Abstract

Renin-angiotensin system (RAS) inhibitor use after acute myocardial infarction (AMI) is a quality indicator, but there may also be reasons not to use this therapy. We sought to determine how chronic kidney disease (CKD) and acute kidney injury (AKI) affected RAS inhibitor prescription after AMI in patients with and without decreased ejection fraction (EF). Participants from the TRIUMPH registry were categorized by admission estimated glomerular filtration rate (eGFR in mL/min per 1.73 m(2); severe [<30], moderate [30-59], mild [60-89], and no [≥90] CKD) and occurrence of AKI (an increase in creatinine ≥0.3 mg/dL or ≥50%). Renin-angiotensin system inhibitor prescriptions at discharge were compared across categories of CKD, AKI, and decreased EF (<40% vs ≥40%) using a hierarchical modified Poisson model. Among 4,223 AMI patients (mean age 59.0 years, 67.0% male, 67.3% white), RAS inhibitor use decreased significantly with lower eGFR (P < .001), but there was no effect of decreased EF on this relationship (interaction P = .40). Without AKI, severe and moderate CKD were associated with significantly less RAS inhibitor use: relative risks (RRs) 0.67 (95% CIs, 0.58-0.78) and 0.94 (0.90-0.99), respectively.

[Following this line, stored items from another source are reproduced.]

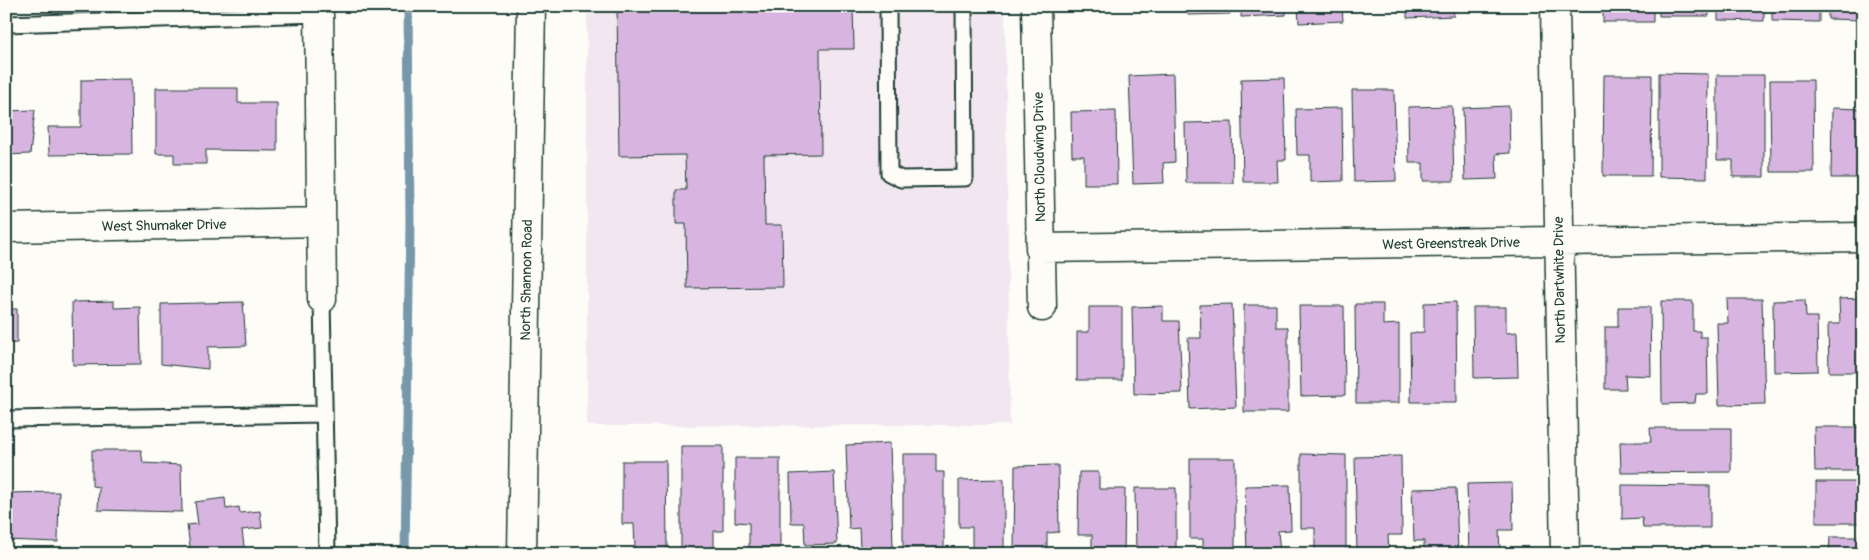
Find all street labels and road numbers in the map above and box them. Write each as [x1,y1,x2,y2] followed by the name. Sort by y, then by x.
[1030,92,1049,222] street label: North Cloudwing Drive
[101,216,227,235] street label: West Shumaker Drive
[1550,216,1569,344] street label: North Dartwhite Drive
[517,219,536,341] street label: North Shannon Road
[1382,234,1520,253] street label: West Greenstreak Drive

When AKI occurred, CKD was associated with less RAS inhibitor use: RRs 0.84 (0.76-0.93) for mild CKD, 0.78 (0.68-0.88) for moderate CKD, and 0.50 (0.42-0.61) for severe CKD. Ejection fraction <40% was associated with use (RR 1.11, 1.03-1.18), independent of renal function. Chronic kidney disease and AKI are associated with fewer RAS inhibitor prescriptions at discharge, but in both AKI and non-AKI patients, eGFR was more strongly associated with use than EF.